• ASSIGNED TASK
Lines from the beginning of the entries up to and including the one with "inset:0; background:#12302f; transform-origin:0" must be duplicated word for word; leave out all others.

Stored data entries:
[Start of Attachment]

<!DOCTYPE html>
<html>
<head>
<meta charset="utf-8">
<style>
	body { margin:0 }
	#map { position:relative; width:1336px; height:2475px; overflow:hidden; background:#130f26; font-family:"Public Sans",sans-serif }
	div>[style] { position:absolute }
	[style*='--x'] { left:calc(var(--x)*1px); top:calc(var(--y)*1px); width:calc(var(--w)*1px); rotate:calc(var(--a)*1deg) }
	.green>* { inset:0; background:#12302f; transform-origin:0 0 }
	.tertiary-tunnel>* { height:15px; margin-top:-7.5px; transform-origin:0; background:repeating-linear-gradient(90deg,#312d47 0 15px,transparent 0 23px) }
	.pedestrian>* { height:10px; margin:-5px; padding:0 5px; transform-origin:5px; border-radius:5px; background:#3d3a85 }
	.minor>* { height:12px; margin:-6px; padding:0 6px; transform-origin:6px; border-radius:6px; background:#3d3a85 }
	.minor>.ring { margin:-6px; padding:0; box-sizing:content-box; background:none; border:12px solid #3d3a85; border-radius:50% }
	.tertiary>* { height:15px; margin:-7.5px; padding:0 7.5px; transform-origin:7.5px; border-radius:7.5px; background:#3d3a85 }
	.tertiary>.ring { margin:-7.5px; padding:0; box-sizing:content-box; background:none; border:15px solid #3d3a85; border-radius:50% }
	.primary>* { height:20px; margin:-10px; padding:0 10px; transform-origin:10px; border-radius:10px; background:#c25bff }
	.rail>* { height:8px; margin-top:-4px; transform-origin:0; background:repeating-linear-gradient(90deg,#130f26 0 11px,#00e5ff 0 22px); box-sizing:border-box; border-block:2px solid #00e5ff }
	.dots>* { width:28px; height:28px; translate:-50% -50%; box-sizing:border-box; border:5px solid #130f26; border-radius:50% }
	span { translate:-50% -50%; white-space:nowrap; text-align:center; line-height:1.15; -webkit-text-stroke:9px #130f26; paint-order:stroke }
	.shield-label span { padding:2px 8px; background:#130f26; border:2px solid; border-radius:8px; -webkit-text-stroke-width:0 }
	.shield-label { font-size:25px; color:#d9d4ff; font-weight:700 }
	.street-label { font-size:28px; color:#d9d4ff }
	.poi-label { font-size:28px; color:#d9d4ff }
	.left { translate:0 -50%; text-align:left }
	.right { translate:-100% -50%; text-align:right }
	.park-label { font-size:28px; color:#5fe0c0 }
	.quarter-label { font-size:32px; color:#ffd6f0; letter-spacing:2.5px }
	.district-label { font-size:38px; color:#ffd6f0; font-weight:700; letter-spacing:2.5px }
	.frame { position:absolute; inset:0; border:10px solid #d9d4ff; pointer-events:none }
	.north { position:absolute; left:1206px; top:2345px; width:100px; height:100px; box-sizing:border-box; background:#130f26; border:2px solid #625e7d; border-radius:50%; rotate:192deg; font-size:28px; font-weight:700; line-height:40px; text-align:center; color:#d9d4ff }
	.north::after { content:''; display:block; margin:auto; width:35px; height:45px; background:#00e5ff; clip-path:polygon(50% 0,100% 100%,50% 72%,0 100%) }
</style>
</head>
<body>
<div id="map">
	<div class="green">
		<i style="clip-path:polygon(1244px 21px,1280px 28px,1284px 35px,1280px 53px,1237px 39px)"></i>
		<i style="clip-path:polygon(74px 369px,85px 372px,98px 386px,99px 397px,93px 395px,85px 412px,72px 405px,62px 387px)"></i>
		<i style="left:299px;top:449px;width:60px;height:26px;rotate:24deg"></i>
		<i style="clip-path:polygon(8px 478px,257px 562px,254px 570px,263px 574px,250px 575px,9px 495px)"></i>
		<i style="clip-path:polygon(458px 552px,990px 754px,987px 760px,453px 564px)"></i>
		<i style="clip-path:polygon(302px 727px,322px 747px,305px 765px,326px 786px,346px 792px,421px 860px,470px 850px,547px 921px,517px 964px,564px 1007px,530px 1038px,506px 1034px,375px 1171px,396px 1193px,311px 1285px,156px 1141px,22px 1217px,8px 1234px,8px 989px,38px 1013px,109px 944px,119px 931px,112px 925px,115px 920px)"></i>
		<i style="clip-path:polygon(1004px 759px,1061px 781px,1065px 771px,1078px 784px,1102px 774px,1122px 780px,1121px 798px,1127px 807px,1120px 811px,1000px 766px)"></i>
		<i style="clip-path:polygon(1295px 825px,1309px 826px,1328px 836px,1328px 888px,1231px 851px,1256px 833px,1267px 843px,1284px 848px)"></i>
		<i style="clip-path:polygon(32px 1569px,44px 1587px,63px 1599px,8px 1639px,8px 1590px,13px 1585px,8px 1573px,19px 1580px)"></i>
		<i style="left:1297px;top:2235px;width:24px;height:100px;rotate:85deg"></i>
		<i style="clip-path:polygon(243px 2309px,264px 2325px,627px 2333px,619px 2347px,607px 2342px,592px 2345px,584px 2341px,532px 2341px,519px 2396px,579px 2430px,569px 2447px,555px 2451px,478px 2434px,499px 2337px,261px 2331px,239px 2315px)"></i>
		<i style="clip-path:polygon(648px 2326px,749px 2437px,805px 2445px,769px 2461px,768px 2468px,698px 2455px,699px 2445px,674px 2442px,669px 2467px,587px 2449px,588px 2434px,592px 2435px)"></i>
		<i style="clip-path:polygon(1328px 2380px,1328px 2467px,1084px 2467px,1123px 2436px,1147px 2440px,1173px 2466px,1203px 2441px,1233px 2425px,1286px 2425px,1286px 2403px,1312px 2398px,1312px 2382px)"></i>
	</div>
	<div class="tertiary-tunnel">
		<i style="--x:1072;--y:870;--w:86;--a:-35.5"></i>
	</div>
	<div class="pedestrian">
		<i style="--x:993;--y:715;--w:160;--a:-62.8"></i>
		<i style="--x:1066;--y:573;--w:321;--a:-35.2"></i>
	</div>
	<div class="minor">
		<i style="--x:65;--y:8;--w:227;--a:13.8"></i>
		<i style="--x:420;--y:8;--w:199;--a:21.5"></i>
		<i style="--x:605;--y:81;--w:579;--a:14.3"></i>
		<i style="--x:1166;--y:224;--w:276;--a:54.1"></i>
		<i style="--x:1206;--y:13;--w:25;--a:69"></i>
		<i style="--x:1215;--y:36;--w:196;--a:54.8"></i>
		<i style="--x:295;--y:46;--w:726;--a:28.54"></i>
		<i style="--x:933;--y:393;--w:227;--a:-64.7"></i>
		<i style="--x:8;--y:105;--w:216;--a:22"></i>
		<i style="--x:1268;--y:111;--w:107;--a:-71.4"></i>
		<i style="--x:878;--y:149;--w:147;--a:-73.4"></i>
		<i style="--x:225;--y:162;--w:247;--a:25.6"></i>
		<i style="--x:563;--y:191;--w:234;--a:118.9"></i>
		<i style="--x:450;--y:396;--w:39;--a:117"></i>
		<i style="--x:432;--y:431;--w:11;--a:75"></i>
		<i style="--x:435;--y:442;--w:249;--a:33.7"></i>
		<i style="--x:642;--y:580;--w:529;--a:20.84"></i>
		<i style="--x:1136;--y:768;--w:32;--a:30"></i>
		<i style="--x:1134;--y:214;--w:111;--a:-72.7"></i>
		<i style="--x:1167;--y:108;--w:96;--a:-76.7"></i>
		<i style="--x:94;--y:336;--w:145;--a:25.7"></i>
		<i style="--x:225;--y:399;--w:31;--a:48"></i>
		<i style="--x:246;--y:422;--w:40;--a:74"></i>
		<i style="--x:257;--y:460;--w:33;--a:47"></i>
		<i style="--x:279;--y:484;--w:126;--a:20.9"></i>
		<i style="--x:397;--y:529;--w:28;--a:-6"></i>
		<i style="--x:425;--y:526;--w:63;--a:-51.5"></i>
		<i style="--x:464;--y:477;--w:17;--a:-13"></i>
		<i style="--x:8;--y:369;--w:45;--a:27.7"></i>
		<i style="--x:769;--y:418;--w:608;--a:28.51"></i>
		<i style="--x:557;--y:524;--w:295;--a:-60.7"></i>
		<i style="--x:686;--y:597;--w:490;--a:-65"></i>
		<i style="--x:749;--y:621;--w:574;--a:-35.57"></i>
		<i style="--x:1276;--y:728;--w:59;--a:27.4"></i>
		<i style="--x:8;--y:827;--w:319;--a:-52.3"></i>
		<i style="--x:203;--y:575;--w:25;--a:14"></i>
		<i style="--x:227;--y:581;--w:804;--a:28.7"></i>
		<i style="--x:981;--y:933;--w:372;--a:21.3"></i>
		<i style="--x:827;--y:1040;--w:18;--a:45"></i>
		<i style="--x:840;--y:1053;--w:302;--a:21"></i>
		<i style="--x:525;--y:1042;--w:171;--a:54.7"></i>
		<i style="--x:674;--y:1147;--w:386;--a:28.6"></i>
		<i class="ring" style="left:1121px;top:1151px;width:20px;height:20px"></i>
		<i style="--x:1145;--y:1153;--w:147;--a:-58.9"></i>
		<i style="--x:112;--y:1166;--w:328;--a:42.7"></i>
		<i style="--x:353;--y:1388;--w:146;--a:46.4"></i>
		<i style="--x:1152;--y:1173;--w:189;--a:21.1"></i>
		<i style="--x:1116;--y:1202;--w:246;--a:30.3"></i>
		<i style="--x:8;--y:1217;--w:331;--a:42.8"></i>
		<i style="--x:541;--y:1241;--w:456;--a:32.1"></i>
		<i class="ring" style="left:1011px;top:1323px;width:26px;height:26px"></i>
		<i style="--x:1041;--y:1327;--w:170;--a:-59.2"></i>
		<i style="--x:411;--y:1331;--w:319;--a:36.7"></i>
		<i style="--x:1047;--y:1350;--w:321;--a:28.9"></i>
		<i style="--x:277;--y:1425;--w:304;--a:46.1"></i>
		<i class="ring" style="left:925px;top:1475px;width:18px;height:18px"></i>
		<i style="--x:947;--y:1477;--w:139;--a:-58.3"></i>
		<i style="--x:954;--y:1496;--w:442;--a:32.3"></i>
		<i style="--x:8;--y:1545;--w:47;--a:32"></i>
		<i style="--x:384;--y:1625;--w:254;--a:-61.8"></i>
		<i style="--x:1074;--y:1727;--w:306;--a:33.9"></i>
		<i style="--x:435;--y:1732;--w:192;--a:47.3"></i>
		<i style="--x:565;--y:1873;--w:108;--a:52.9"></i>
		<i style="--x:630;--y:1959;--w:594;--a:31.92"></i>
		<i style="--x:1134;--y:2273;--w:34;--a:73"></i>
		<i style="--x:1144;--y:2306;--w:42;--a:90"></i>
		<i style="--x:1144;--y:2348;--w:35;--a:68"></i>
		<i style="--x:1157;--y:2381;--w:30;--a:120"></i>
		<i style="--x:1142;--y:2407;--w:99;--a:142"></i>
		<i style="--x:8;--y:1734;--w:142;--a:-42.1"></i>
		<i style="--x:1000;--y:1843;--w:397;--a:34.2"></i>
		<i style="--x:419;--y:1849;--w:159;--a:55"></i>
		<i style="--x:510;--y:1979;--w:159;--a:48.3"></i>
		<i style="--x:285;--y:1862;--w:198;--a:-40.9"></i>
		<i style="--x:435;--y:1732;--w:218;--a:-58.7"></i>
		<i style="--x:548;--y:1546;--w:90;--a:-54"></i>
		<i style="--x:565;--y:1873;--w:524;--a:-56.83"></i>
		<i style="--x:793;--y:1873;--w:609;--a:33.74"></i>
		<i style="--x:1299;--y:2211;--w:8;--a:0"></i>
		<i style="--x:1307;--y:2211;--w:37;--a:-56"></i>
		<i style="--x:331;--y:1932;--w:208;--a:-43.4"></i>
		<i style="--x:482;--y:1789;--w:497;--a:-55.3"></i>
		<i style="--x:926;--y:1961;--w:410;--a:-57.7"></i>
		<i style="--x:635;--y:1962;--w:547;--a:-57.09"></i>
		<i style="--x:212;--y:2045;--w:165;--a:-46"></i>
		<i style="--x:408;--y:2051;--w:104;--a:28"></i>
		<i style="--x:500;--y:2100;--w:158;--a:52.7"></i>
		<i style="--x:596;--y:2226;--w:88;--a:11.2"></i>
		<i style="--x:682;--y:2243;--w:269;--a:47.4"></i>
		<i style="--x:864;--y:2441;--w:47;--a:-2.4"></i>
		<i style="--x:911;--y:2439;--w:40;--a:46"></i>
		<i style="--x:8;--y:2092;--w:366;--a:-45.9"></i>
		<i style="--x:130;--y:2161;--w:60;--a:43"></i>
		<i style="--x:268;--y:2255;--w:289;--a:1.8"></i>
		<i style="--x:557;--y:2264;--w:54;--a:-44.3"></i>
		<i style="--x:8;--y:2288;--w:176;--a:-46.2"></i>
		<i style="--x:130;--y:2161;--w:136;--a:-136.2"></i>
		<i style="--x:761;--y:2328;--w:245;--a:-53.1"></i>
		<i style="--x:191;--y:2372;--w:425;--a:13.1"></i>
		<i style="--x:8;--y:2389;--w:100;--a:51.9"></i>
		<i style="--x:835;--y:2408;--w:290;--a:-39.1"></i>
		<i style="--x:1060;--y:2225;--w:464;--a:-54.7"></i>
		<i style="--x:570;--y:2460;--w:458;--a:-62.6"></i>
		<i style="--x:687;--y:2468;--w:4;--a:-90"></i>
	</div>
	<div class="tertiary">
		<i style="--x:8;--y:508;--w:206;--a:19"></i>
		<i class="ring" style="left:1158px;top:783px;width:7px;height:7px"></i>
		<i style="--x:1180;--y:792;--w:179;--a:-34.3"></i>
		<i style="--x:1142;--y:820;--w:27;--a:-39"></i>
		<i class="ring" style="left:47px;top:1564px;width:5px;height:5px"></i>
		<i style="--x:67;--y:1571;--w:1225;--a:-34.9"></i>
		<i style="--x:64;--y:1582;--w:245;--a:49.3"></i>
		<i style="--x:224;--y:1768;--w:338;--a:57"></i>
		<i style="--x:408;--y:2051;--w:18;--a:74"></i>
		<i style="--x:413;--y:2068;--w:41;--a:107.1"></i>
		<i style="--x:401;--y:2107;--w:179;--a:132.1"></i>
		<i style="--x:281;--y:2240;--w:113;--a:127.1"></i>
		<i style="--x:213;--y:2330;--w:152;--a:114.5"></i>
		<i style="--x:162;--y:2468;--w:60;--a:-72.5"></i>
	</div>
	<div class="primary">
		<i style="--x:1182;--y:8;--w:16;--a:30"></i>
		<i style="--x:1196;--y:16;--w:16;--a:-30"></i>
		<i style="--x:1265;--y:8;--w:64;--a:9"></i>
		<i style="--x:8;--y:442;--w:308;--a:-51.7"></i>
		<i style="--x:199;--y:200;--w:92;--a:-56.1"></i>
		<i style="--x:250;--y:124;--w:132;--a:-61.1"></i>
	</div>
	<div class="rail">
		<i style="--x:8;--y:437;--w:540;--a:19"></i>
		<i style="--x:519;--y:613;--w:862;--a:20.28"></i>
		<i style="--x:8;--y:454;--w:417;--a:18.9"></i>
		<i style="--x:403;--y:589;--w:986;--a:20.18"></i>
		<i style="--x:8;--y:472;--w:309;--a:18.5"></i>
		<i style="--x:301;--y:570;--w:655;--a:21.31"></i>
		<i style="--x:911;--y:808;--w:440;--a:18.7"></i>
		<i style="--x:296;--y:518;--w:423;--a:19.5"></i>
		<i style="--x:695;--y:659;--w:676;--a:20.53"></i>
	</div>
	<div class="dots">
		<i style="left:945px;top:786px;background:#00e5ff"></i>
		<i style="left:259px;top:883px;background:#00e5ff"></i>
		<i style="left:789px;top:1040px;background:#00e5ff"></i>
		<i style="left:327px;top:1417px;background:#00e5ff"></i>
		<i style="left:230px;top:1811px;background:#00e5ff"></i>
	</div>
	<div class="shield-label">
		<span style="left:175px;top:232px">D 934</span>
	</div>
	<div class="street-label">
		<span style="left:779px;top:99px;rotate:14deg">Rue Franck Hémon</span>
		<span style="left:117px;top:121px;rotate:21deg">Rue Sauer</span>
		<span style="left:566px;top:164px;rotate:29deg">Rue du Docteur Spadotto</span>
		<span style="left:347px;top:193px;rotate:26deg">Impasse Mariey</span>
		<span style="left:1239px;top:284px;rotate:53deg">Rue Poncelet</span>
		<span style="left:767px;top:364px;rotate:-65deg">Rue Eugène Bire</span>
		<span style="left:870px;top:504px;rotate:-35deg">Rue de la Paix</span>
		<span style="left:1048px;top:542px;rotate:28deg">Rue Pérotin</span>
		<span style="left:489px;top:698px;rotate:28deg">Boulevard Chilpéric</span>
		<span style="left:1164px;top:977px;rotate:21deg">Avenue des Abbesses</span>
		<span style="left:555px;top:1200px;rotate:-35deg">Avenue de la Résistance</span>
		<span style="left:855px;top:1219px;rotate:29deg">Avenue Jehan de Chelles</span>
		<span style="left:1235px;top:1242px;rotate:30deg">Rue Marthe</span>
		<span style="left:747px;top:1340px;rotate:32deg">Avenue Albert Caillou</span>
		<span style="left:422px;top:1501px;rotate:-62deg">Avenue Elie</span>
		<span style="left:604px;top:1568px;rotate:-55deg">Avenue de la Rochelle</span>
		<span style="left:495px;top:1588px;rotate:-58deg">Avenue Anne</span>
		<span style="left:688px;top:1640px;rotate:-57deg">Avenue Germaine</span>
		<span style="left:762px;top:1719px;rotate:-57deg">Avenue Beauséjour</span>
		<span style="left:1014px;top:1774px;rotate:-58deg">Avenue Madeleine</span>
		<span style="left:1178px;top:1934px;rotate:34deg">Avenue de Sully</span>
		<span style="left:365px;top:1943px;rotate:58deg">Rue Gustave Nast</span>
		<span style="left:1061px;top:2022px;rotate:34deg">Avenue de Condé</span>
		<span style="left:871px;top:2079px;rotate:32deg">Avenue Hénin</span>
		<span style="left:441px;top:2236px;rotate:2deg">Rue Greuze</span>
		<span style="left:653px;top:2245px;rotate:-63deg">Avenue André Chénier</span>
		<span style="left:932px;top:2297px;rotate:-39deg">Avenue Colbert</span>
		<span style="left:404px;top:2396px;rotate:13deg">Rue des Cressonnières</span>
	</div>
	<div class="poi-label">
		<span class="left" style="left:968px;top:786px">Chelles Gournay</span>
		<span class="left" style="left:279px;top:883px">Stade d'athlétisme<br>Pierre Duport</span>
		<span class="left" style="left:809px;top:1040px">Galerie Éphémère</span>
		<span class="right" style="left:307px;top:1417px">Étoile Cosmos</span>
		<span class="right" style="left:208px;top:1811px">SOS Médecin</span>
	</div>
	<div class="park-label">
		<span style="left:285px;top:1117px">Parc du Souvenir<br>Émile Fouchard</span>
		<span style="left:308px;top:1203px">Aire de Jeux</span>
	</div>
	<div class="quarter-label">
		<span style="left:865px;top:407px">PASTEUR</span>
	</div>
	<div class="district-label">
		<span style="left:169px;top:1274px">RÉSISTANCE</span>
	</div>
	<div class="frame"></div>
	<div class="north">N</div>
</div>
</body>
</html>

[End of Attachment]

• SOLVED PROBLEM
<!DOCTYPE html>
<html>
<head>
<meta charset="utf-8">
<style>
	body { margin:0 }
	#map { position:relative; width:1336px; height:2475px; overflow:hidden; background:#130f26; font-family:"Public Sans",sans-serif }
	div>[style] { position:absolute }
	[style*='--x'] { left:calc(var(--x)*1px); top:calc(var(--y)*1px); width:calc(var(--w)*1px); rotate:calc(var(--a)*1deg) }
	.green>* { inset:0; background:#12302f; transform-origin:0 0 }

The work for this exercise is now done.